# John Deere 112 starting issues



## JakeS96 (Jan 22, 2015)

I got a John Deere 112 installed a kill switch and push button start, rewired everything to the book to start the engine, and I can't get I fire out of the spark plug boot, no spark, nothing, cleaned the stator, flywheel everything and still have nothing..... Any ideas what it might be?


----------



## jhngardner367 (Apr 5, 2011)

Make sure the ign. wire,to the armature, is not grounded out(OR HOOKED TO + !).


----------



## JakeS96 (Jan 22, 2015)

Okay sounds good I will take another look thanks


----------



## boatmoter (Feb 27, 2015)

temporarily hook a wire from the + on the battery to + on the coil then check your spark, if it has spark then either your wiring is a little off or the starter is stealing the voltage away from the coil, that was happening to my john deere 212 and I added a relay to power the ignition, I also have had to replace the coil on mine twice 
when it stopped getting spark, have no problem since I moved the coil off the engine to the body under the battery, I believe too much vibration.. :dazed:








JakeS96 said:


> I got a John Deere 112 installed a kill switch and push button start, rewired everything to the book to start the engine, and I can't get I fire out of the spark plug boot, no spark, nothing, cleaned the stator, flywheel everything and still have nothing..... Any ideas what it might be?


----------



## JakeS96 (Jan 22, 2015)

I tried that hooking it to the positive about two weeks ago and still couldn't get any spark, and the battery I use to test it works great in the tractor it's normally in... So should I look at possibly a new coil? Stator?


----------



## jhngardner367 (Apr 5, 2011)

boatmoter is right. External coils,such as those on Kohlers,etc.with coil and battery ignition,should not be mounted on the engine!
Between the heat,and vibration,it kills them quick!
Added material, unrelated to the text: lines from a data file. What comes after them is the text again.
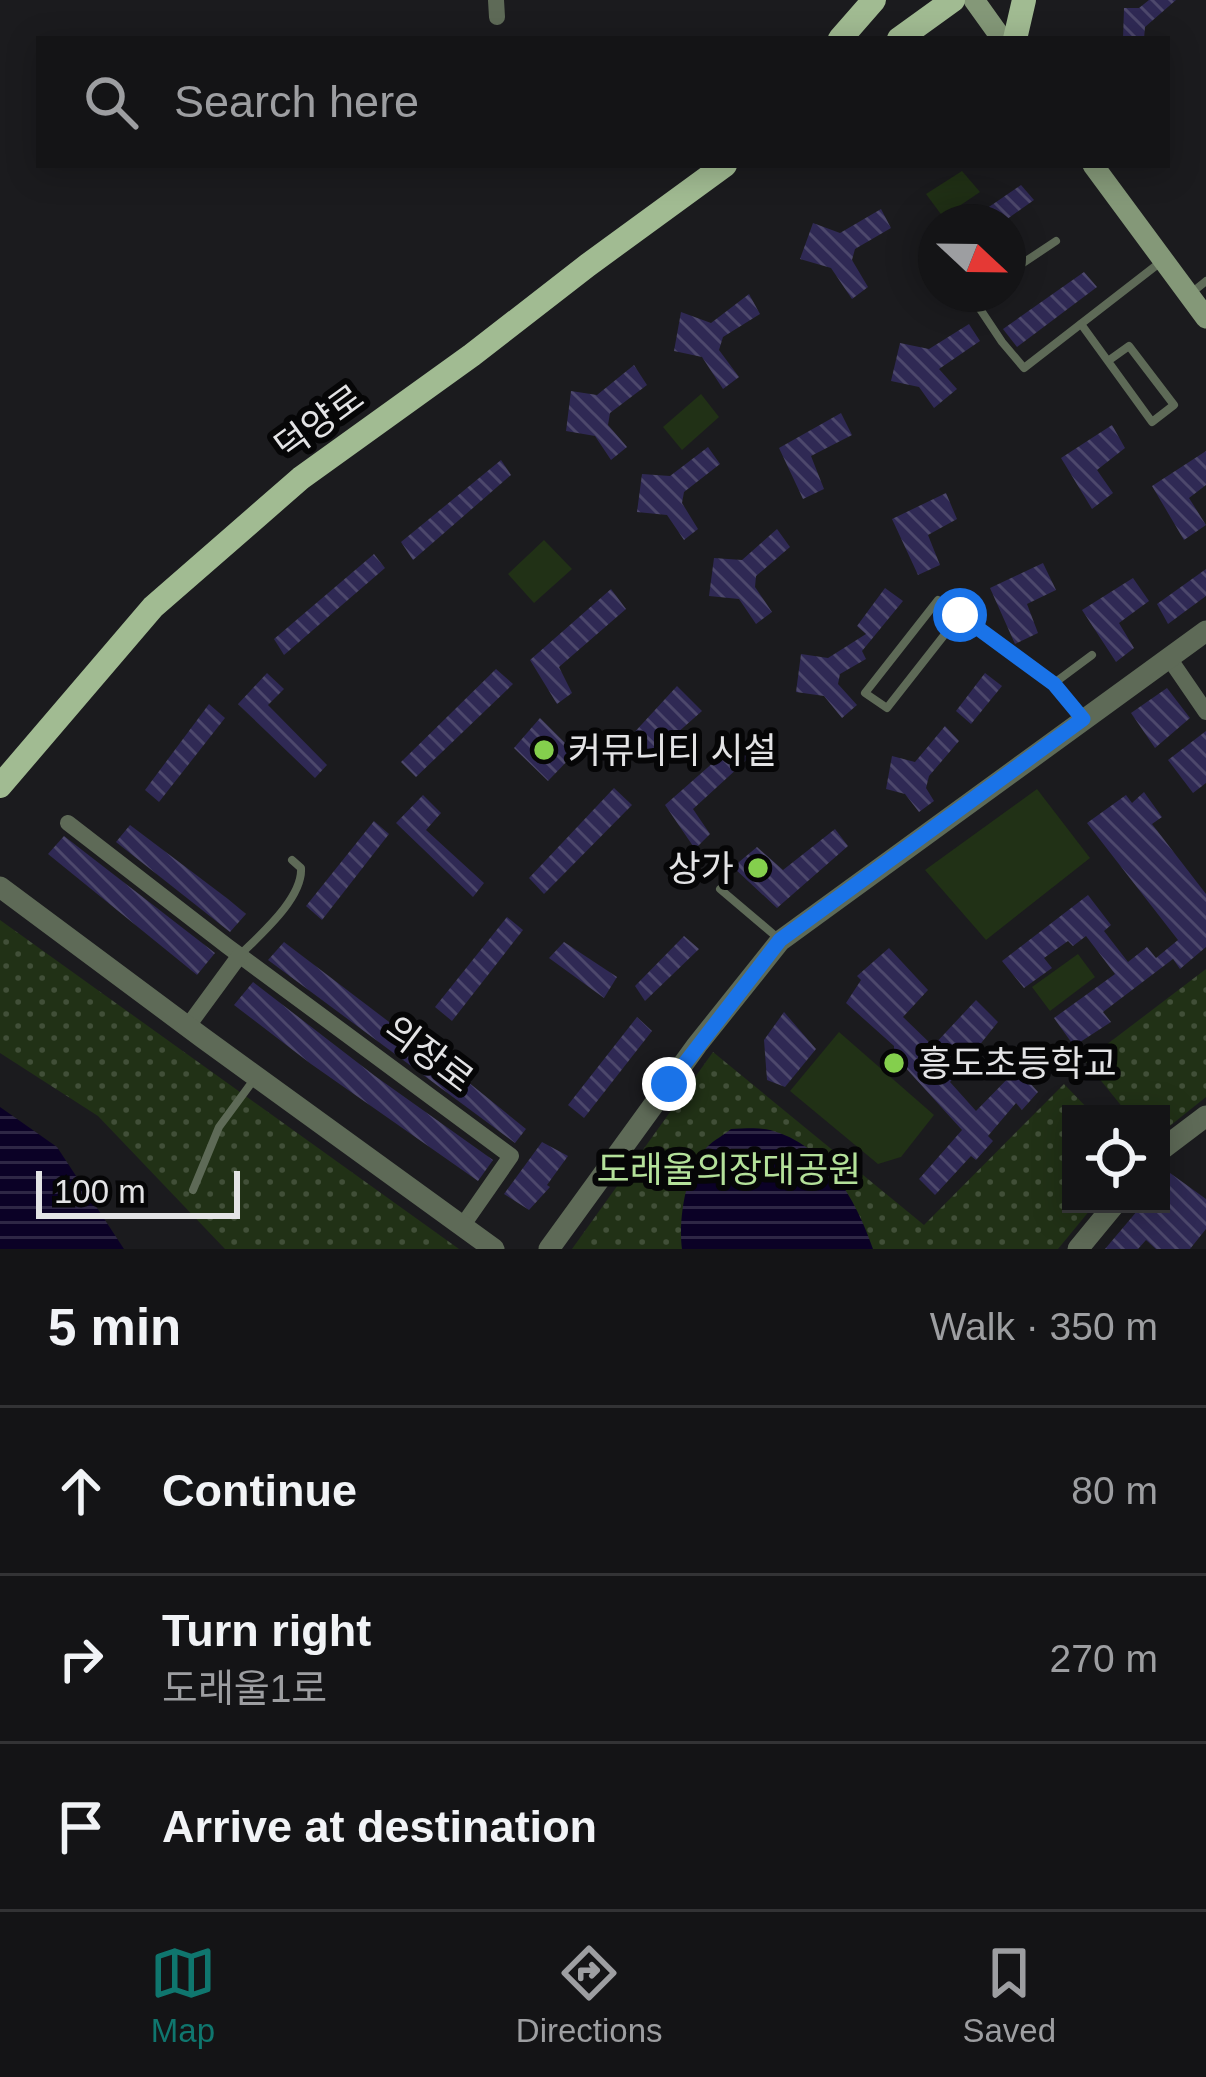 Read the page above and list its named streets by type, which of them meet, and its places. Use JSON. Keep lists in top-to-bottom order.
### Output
{
  "streets": {
    "main road": ["덕양로"],
    "street": ["의장로"]
  },
  "parks": ["도래울의장대공원"],
  "places": ["커뮤니티 시설", "상가", "흥도초등학교"],
  "scale_bar": "100 m",
  "north": "right",
  "page": {
    "search": "Search here",
    "scale": "100 m",
    "heading": ["5 min", "Walk · 350 m"],
    "list": [
      ["Continue", "80 m"],
      ["Turn right", "도래울1로", "270 m"],
      "Arrive at destination"
    ],
    "nav": ["Map", "Directions", "Saved"]
  }
} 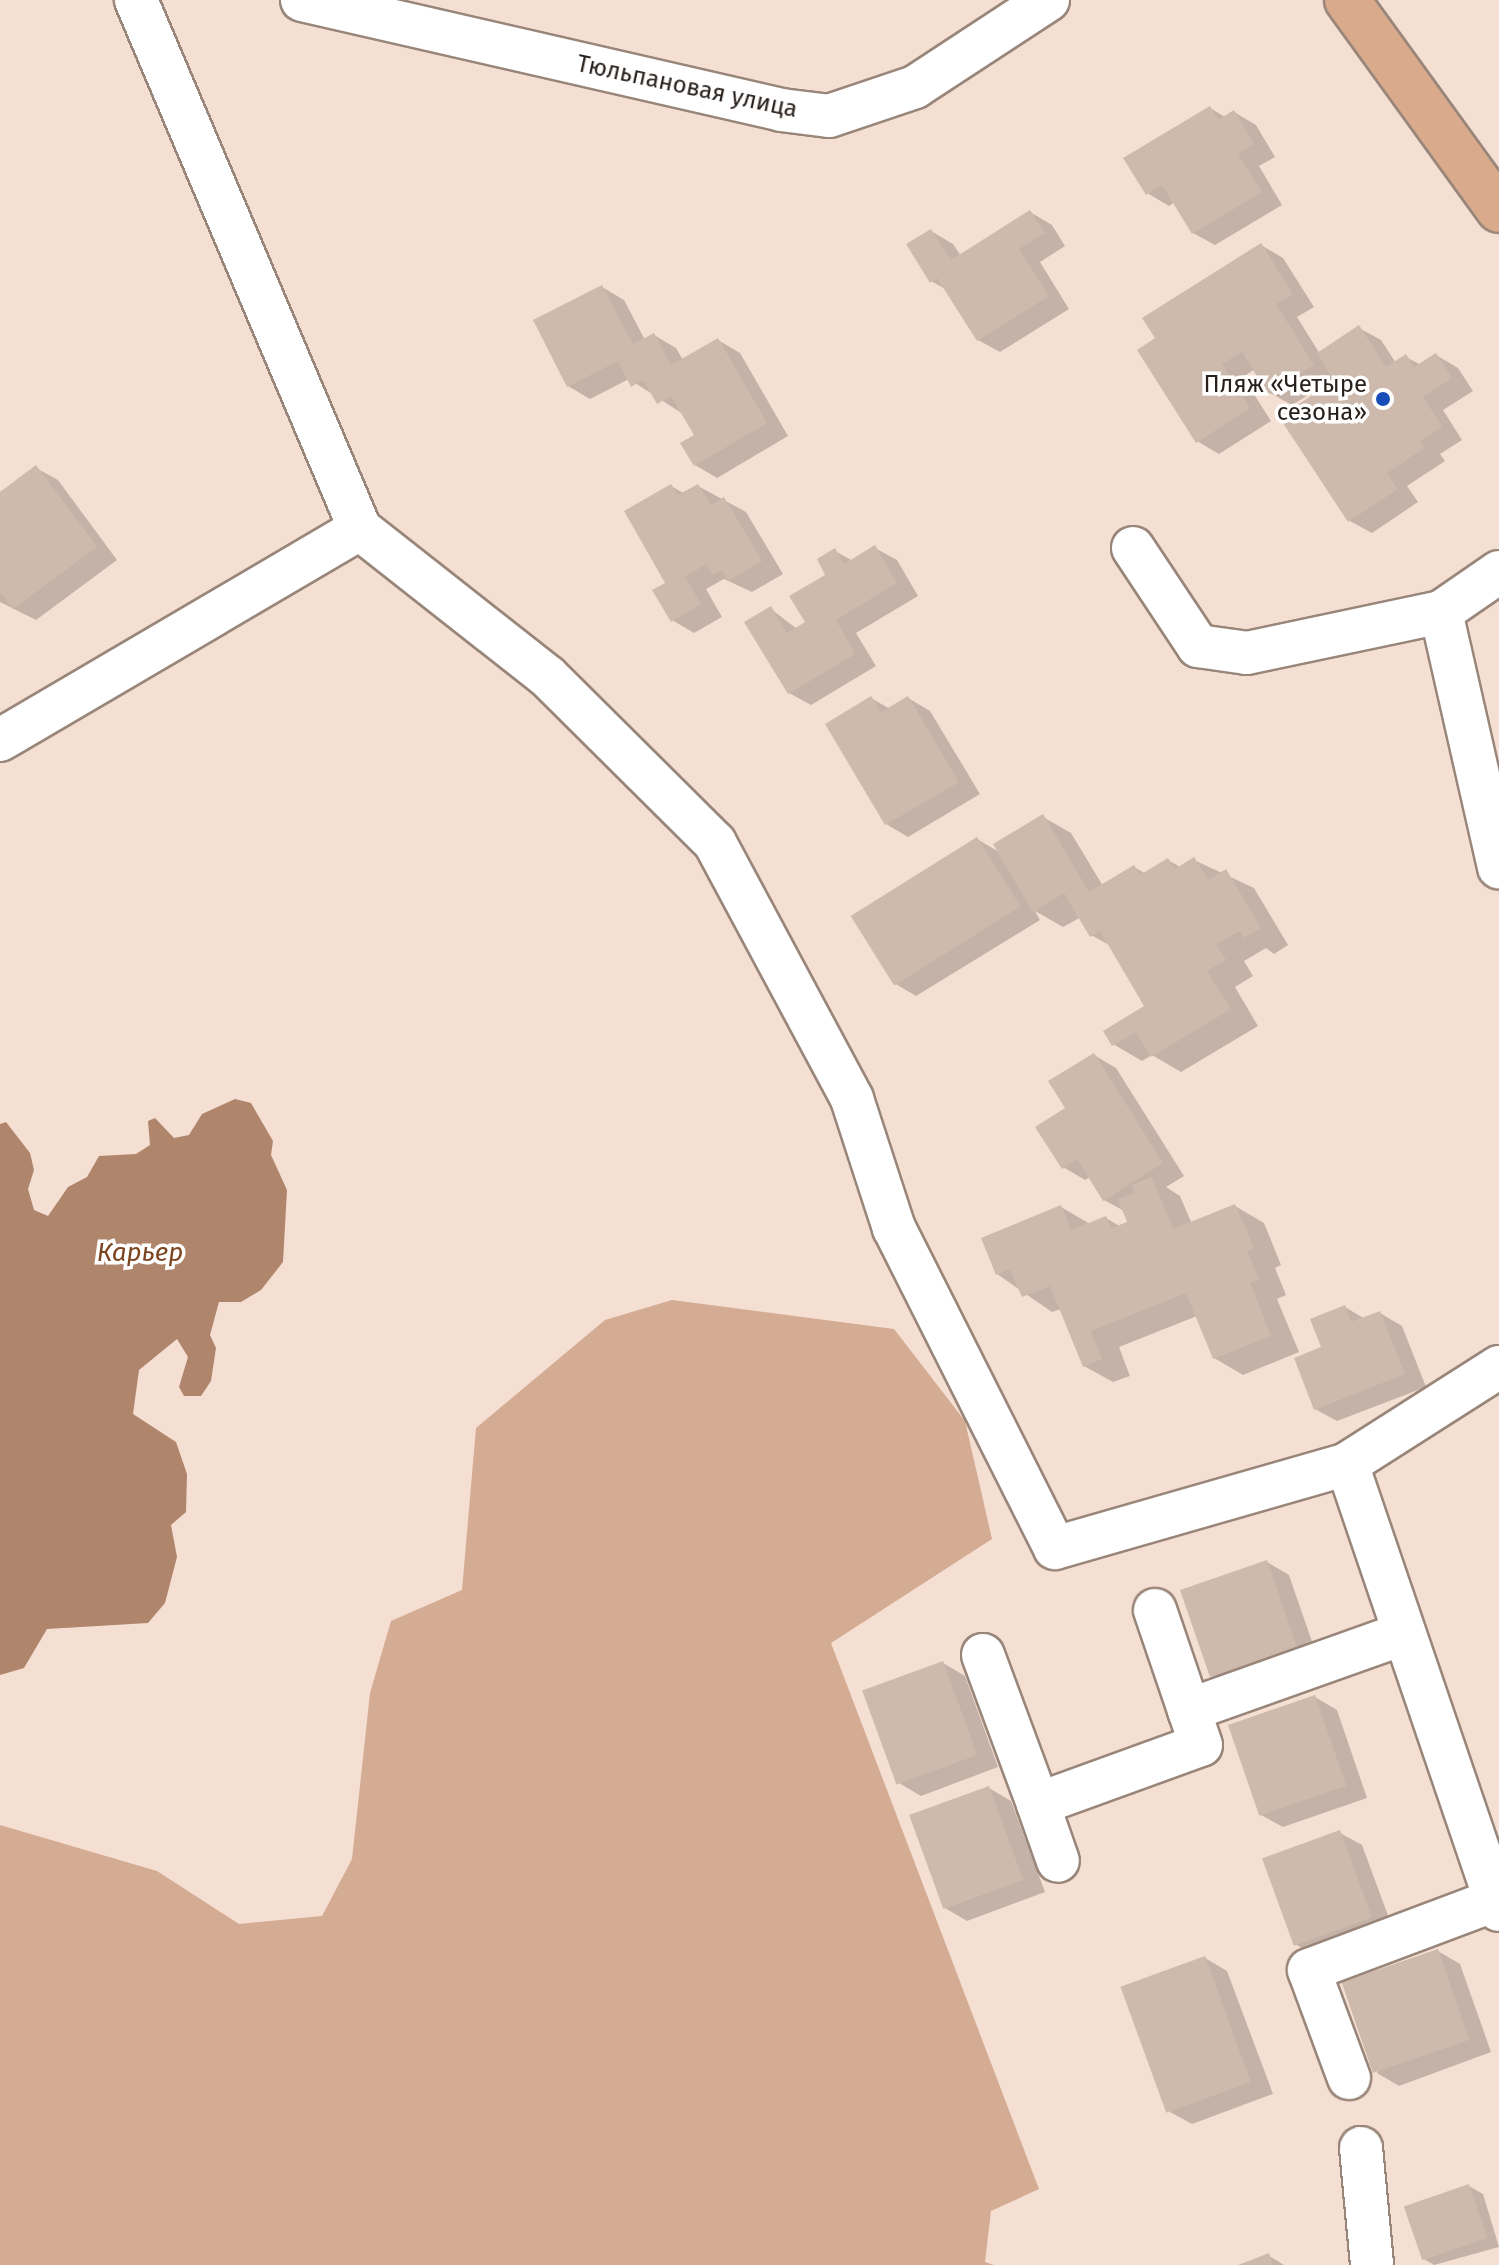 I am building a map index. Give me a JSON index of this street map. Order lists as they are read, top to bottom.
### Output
{
  "streets": {
    "street": ["Тюльпановая улица"]
  },
  "water": ["Карьер"],
  "places": ["Пляж «Четыре сезона»"]
} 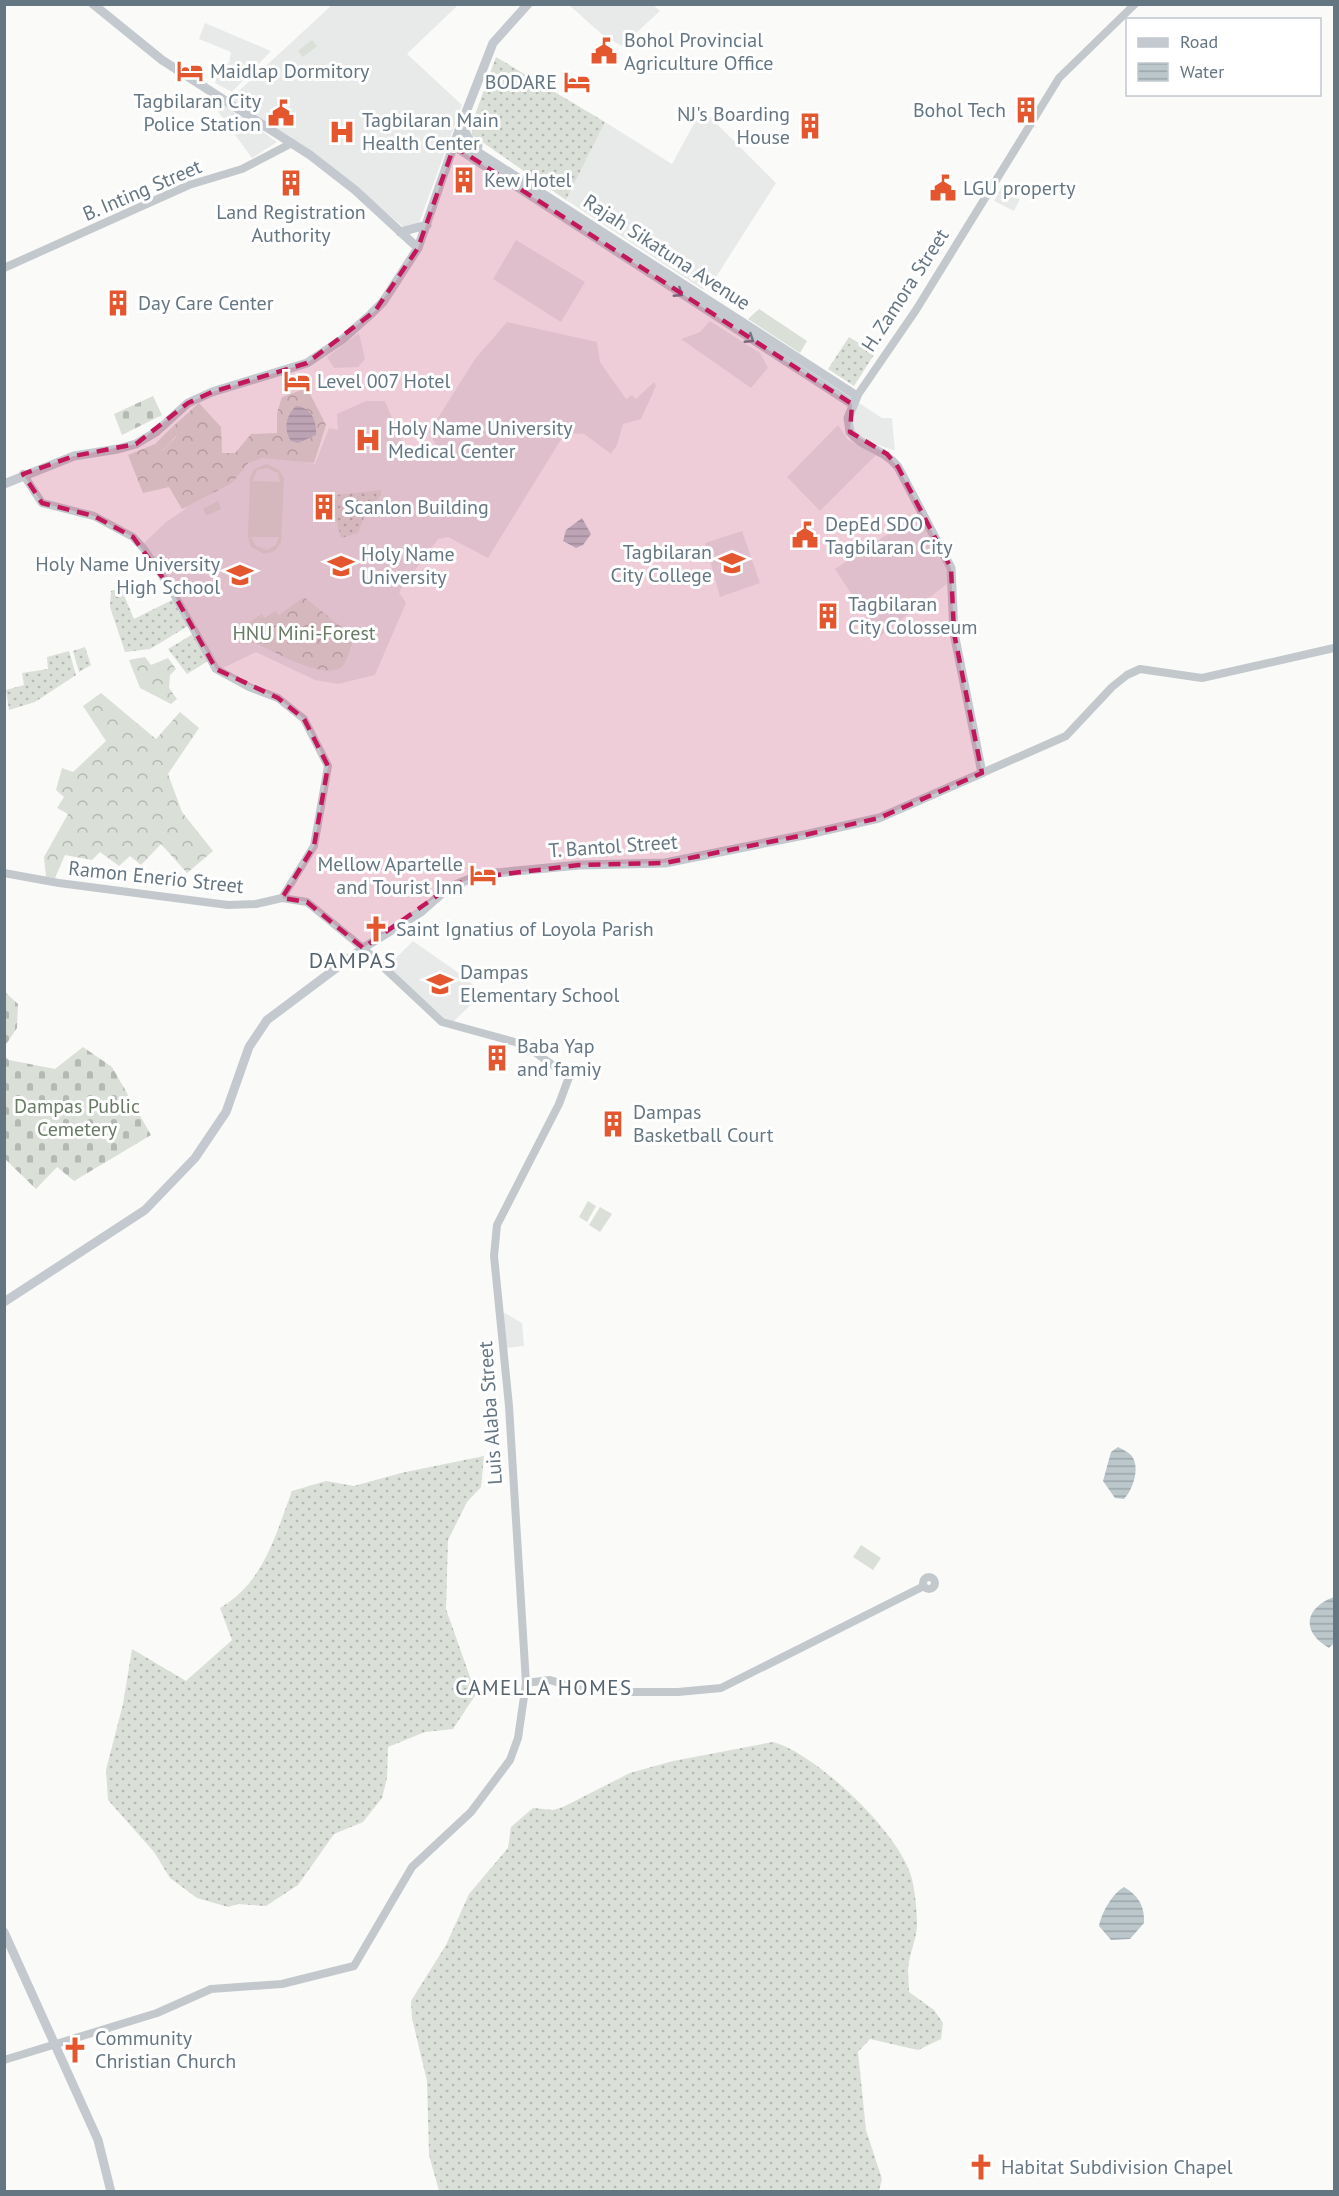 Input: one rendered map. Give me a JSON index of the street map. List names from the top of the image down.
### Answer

I had a kohler in the LGT 145 Ford,that would eat the coil every 2 weeks !
Changed it to a different mounting area,and it worked great.
Try a new coil.


----------



## JakeS96 (Jan 22, 2015)

Okay sounds good, and the motor is the 10hp tecumseh it's got the stator sitting right underneath the flywheel, and the coil, it's one of those 3 part coils, it has three different working parts in it, and one wire connects to that coil which is a ground I think that comes up from the stator and bolts onto the side


----------



## JakeS96 (Jan 22, 2015)

The coil mounts to the side of the block right above the flywheel


----------



## boatmoter (Feb 27, 2015)

it will have spark with or without the stator, the stator is just the alternator, you ither have a problem with the voltage going to the + on the coil, or the coil, or the points are burned in it..you can remove the - wire of the coil, hook a testlight to + and the other end of the test light to the wire you took off the coil and spin the motor over to see if the test light keeps flashing when motor is being cranked,if not,then you need to replace the points, if you have + to the coil, points are good, then it's the coil thats bad, oh yeah, Napa carries the coils, thats where I got mine.. make sure you get one with a INTERNAL RESISTER or it will quit on you quickly


----------



## boatmoter (Feb 27, 2015)

*re push button & kill switch*

forgot to ask you, when you did the wiring for the kill switch, was voltage going to the points without the engine running for any length of time?? if so, the points may be smoked and the coil too


----------



## JakeS96 (Jan 22, 2015)

The only time I had a long period of positive to it was maybe 15 minutes total testing one night, update on it I found some wiring diagrams I am gonna re-wire it again, I put a good coil from another engine on another tractor and couldn't get any spark again so I jeffed up my wiring somewhere so I am gonna redo it again and give it a shot, my mix up is somewhere in the 3-plug prong that goes into the stator assembly behind the flywheel I gotta get direct power down to there and get the regulator wires in order for sure and then make sure I ground the two bottom wires on the 3-plug prong to the correct areas, that's where I got confused a little but put them to where I thought was right, I think I thought wrong slightly ha


----------



## jhngardner367 (Apr 5, 2011)

If it's a Tecumseh engine, you DON'T want power to the coil!!
They use a magnetic induction system ,like Briggs uses,and any power to the coil fries them!
The stators are for charging and lighting,not ignition.
Kohler,and ONAN engines use battery and coil ignitions,but Tecumseh,Briggs and others don't.
Post some pics of your coil,....it helps a lot.


----------